We’re also fans of netnography, an ethnographic approach to social listening. We use netnography all the time not only to observe and analyze the online conversation about specific topics we are studying, but also to understand the norms that are emerging in social media, fan sites and blogs. Netnography approaches the dialogue holistically, understanding the full range of influences—such as the social dynamics and structural conditions that prevail on a specific site—that creates shared meaning within an online conversation. 

For example, we just launched a year-long, comprehensive study of fandom. Over the course of the year, we will employ numerous research methods, including digital ethnography, a quantitative survey, focus groups, personal narrative analysis and netnography, which we will conduct on relevant websites all year long. We are including many sites in the netnography portion of our study: sites of social conversation, such as Instagram, Twitter, reddit, Imgur, Facebook, Tumblr and Pinterest; sites of social commentary, like fan sites, fan blogs and the news; and sites of self representation, which include YouTube and fanworks hosting sites. We’ll learn a ton about fandom by the range of online conversations that emerge around it, and we’ll also learn a ton about the websites themselves and the specific modes of conversation they facilitate and suppress.

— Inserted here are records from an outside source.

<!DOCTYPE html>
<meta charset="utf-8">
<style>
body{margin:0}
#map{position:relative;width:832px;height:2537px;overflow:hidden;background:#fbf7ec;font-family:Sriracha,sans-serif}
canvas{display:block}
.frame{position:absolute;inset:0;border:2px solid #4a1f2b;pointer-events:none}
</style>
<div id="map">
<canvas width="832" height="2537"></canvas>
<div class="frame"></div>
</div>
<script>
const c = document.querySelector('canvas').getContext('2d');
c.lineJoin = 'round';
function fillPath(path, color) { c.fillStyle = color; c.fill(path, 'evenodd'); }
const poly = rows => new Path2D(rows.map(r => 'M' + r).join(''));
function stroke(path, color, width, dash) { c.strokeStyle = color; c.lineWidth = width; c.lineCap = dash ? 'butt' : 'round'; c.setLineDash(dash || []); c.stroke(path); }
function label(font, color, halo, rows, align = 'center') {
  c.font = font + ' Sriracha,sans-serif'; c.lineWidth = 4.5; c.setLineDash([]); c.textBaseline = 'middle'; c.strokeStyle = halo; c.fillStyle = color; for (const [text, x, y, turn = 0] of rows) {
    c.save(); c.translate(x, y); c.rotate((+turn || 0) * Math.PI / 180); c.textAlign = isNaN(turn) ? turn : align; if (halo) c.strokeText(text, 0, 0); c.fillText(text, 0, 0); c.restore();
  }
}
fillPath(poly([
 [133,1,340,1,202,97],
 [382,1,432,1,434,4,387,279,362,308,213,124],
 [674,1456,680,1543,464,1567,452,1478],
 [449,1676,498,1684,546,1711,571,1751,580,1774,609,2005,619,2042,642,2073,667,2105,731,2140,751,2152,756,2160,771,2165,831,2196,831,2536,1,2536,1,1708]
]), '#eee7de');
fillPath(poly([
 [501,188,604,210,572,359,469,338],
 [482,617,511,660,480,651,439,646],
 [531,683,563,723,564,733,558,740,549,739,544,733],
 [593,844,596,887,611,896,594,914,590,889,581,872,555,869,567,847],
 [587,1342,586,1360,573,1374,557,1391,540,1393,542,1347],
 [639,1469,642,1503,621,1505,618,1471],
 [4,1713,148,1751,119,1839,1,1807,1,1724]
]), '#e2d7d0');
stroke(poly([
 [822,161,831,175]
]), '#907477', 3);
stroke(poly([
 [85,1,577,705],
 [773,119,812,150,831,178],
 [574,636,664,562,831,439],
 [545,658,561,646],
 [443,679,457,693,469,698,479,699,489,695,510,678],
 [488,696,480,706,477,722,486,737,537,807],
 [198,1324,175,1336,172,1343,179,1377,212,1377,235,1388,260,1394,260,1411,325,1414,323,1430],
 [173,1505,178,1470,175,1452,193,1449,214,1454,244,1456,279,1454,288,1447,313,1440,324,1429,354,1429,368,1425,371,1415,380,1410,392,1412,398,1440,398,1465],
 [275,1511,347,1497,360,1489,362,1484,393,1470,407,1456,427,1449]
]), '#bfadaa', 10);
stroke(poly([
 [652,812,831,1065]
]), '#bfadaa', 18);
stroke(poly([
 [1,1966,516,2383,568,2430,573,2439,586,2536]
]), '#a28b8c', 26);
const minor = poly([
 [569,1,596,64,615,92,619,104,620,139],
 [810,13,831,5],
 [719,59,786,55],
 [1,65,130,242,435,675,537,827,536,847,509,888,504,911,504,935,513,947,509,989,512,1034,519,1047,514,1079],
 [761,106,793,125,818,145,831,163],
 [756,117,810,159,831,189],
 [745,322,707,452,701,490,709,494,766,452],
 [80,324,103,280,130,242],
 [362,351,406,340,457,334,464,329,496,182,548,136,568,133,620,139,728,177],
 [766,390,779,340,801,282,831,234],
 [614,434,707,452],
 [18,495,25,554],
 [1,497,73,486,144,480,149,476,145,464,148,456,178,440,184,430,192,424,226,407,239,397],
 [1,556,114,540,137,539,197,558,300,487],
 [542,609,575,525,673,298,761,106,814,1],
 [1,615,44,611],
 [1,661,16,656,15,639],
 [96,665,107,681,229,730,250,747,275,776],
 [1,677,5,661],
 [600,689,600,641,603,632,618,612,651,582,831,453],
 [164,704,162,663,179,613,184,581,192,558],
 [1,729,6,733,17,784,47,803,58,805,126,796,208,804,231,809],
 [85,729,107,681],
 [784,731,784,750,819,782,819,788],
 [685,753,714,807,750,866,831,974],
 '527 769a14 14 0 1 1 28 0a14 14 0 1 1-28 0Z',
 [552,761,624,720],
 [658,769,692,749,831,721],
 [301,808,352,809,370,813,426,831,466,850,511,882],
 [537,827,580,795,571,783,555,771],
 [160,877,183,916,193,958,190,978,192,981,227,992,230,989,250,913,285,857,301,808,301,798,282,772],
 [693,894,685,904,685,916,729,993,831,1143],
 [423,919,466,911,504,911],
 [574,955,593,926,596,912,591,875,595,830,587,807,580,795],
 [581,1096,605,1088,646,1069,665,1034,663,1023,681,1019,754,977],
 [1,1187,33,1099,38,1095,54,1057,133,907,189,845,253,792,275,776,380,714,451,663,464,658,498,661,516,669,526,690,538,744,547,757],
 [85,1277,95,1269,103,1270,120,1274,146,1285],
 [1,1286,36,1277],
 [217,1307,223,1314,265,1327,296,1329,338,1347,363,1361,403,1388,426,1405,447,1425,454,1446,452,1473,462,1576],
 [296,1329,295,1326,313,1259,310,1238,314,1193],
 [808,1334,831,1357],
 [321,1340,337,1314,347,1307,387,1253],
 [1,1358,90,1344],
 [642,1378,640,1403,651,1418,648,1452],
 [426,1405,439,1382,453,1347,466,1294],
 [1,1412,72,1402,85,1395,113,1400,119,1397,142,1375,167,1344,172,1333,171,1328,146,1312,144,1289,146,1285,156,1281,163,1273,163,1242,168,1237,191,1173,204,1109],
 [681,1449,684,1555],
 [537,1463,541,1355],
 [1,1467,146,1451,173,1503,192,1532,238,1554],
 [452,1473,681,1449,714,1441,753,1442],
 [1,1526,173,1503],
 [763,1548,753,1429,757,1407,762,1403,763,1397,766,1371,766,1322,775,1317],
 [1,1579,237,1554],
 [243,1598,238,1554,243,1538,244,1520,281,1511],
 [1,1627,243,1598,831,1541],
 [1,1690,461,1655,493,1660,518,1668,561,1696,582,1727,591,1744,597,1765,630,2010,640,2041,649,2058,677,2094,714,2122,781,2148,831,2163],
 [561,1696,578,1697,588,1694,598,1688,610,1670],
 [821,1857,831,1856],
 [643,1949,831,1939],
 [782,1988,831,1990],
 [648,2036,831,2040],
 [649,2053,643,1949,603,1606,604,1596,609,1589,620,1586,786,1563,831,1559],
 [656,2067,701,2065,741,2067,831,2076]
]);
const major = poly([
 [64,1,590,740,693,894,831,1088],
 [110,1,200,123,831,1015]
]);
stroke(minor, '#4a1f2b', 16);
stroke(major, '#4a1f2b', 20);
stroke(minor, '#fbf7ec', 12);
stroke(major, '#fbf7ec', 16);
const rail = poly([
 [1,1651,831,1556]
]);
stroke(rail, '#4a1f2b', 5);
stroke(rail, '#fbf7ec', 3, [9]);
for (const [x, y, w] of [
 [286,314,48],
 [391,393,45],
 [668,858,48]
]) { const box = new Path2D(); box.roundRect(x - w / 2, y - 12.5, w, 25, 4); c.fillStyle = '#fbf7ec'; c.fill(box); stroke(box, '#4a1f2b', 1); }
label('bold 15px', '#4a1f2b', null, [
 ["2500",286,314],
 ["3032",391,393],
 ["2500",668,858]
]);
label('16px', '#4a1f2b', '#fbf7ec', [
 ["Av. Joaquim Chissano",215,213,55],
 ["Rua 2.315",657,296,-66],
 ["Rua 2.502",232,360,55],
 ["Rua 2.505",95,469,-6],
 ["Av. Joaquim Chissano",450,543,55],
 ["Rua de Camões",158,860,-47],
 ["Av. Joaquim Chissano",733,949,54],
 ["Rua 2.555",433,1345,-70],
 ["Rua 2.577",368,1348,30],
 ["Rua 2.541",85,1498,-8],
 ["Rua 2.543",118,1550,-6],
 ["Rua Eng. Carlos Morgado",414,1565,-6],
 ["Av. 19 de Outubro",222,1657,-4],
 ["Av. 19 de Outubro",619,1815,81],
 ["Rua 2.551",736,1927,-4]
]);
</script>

Does today’s marketing industry rely too heavily on gut decisions? Troika is an agency born out of creativity, so when I first joined the company in 2014 to lead a brand new research and insights team, not everyone understood how my team’s work would impact decision making. In fact, I think I heard the word “gut” fifteen times during my first three days at Troika. But it’s a fallacy to think that there is an intrinsic tension between the gut and the head. They are both forms of cognition, as moral psychologist Jonathan Haidt explains.

“Gut” refers to intuitive judgment—the instant, subconscious reactions we have to any given stimuli—and it’s our primary source of information. “Head” refers to strategic reasoning—the conscious thoughts that allow us to justify or explain our gut reactions. The most talented creative people I know have keenly attuned intuitive judgment. As a researcher at Troika, I have no desire to displace the creative gut. I just want to make sure it stays as healthy and attuned as possible by understanding the social and symbolic landscapes in which intuitive judgment operates. In fact, I call my team the probiotics of the organization.
Susan Kresnicka is leading research at branding and marketing innovations agency Troika. Through ongoing qualitative and quantitative research studies focused on understanding the deeper levels of meaning that viewers bring to and create from their entertainment and commercial consumption, she sheds new light on the role of contemporary storytelling and media consumption in our lives today. Prior to joining Troika in 2014, Kresnicka was a vice president of research at leading market research company Frank N. Magid Associates, Inc. She holds a BA in international development from the University of Tennessee and an MA in anthropology from the University of Texas at Austin.